*RECORDS FOR THE TASK:*
——————————

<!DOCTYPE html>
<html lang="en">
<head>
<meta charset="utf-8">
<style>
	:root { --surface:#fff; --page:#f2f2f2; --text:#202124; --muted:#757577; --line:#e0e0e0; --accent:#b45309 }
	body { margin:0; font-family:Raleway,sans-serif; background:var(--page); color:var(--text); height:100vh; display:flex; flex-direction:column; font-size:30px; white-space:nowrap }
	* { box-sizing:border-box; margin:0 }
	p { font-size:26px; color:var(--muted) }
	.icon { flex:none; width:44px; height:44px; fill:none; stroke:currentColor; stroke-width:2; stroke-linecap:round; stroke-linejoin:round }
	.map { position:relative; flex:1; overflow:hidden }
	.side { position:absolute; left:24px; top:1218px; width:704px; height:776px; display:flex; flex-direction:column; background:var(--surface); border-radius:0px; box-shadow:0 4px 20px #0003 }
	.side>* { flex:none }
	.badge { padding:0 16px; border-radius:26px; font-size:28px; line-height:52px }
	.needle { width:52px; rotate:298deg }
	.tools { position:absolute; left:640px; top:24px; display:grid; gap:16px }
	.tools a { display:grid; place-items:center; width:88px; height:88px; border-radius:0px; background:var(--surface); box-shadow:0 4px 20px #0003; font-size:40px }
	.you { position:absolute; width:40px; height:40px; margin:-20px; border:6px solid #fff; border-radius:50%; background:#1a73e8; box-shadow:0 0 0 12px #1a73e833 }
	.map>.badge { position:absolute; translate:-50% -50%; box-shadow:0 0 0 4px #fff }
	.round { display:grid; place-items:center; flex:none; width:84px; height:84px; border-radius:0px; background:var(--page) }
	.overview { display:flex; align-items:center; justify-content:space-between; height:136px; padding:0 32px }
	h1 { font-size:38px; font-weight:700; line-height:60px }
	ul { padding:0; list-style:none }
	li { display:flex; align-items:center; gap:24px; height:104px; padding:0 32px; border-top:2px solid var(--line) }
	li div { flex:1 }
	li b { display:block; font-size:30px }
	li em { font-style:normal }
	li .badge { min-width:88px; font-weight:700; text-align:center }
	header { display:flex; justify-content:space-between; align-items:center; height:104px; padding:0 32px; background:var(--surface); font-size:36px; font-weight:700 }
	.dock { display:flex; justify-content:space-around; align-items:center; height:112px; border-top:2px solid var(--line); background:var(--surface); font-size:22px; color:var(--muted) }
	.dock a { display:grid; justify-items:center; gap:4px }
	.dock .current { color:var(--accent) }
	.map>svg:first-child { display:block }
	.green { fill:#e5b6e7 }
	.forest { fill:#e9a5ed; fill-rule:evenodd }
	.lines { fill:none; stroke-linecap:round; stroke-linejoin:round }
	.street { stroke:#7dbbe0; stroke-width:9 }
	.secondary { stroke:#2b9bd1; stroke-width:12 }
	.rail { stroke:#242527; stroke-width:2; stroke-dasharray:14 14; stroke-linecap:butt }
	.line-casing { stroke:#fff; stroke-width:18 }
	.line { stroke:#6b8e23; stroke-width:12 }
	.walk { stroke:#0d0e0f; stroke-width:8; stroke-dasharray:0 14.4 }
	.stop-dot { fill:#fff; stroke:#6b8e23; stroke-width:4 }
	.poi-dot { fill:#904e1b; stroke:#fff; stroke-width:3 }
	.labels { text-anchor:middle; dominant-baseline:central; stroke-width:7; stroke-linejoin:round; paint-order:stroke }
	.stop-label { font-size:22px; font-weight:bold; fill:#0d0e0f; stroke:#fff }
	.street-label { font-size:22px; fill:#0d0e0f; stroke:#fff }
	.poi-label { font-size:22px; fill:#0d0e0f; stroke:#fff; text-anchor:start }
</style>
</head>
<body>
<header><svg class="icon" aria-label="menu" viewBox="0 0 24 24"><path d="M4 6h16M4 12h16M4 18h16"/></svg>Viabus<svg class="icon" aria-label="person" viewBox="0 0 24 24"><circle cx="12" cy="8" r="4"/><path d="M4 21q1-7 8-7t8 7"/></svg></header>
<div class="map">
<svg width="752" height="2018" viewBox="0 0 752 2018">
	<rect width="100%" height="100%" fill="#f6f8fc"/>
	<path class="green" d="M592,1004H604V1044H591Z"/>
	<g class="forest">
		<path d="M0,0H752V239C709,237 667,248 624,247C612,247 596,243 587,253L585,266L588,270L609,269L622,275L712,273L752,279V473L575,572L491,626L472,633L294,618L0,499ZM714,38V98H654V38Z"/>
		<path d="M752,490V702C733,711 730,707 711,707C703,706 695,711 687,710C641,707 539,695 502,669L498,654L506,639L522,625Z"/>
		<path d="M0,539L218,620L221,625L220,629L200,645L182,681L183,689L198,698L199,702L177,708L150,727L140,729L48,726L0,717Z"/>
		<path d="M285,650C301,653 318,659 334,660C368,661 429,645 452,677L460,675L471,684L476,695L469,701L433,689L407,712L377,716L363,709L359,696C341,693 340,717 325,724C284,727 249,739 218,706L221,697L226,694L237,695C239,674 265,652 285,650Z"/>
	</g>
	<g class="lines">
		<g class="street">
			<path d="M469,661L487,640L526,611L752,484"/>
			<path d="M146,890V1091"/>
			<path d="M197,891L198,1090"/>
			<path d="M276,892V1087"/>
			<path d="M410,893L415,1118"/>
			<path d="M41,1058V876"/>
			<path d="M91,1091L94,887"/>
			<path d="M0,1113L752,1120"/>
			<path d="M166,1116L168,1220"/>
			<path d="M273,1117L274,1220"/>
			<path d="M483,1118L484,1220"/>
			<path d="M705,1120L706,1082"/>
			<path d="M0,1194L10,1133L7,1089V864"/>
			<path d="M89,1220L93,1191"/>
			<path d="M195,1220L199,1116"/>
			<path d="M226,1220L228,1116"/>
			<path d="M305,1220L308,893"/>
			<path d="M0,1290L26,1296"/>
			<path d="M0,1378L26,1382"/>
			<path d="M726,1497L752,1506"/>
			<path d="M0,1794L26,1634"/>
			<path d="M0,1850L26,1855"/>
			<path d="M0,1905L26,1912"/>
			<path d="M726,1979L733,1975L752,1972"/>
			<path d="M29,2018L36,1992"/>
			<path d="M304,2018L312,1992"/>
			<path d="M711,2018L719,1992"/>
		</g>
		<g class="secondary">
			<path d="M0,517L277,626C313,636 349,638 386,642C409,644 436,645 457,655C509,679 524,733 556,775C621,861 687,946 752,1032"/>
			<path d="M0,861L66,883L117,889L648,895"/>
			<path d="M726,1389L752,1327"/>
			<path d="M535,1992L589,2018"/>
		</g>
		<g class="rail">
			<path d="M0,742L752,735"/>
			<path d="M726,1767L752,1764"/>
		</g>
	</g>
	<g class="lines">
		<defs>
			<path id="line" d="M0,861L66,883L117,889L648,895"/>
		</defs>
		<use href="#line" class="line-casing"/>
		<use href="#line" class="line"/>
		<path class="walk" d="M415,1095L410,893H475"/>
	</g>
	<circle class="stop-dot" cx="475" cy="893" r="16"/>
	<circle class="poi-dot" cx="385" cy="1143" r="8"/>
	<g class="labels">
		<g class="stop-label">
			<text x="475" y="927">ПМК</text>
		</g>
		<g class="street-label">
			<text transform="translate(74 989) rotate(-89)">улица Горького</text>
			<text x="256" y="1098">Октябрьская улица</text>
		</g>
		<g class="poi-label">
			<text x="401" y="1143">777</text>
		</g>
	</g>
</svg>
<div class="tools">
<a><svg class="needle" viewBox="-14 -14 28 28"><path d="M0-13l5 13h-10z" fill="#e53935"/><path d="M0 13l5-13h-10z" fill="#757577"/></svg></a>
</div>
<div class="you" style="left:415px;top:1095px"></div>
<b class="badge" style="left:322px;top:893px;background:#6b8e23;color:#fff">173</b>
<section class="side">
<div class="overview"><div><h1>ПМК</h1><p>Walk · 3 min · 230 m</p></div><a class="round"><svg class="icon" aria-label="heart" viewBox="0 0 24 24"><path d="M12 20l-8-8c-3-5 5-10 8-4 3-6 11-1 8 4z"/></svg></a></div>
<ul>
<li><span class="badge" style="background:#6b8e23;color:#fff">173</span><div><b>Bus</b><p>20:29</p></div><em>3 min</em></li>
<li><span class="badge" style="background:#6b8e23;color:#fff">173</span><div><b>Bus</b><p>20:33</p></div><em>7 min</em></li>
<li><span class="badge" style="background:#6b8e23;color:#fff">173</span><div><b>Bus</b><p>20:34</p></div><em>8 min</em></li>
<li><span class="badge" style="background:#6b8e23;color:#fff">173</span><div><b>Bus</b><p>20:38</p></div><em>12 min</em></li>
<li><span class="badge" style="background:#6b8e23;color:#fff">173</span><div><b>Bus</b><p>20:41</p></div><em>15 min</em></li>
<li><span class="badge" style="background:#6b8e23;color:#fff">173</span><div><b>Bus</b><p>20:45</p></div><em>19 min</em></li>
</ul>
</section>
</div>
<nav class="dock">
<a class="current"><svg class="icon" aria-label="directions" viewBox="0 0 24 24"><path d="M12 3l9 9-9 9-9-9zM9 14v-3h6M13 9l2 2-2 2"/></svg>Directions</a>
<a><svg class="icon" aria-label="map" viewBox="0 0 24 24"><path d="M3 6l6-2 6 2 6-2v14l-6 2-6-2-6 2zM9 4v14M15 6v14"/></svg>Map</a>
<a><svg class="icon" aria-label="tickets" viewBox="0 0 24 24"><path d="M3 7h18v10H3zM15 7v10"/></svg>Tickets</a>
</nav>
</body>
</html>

——————————

*WHAT IS NEEDED:* Could you set down, exactly as written, the lines above between the one holding "background:var(--page); color:var(--text); height:100vh;" and the one holding "position:absolute; left:640px; top:24px;", inclusive, and nothing more?

*OUTPUT OF THE TASK:*
	body { margin:0; font-family:Raleway,sans-serif; background:var(--page); color:var(--text); height:100vh; display:flex; flex-direction:column; font-size:30px; white-space:nowrap }
	* { box-sizing:border-box; margin:0 }
	p { font-size:26px; color:var(--muted) }
	.icon { flex:none; width:44px; height:44px; fill:none; stroke:currentColor; stroke-width:2; stroke-linecap:round; stroke-linejoin:round }
	.map { position:relative; flex:1; overflow:hidden }
	.side { position:absolute; left:24px; top:1218px; width:704px; height:776px; display:flex; flex-direction:column; background:var(--surface); border-radius:0px; box-shadow:0 4px 20px #0003 }
	.side>* { flex:none }
	.badge { padding:0 16px; border-radius:26px; font-size:28px; line-height:52px }
	.needle { width:52px; rotate:298deg }
	.tools { position:absolute; left:640px; top:24px; display:grid; gap:16px }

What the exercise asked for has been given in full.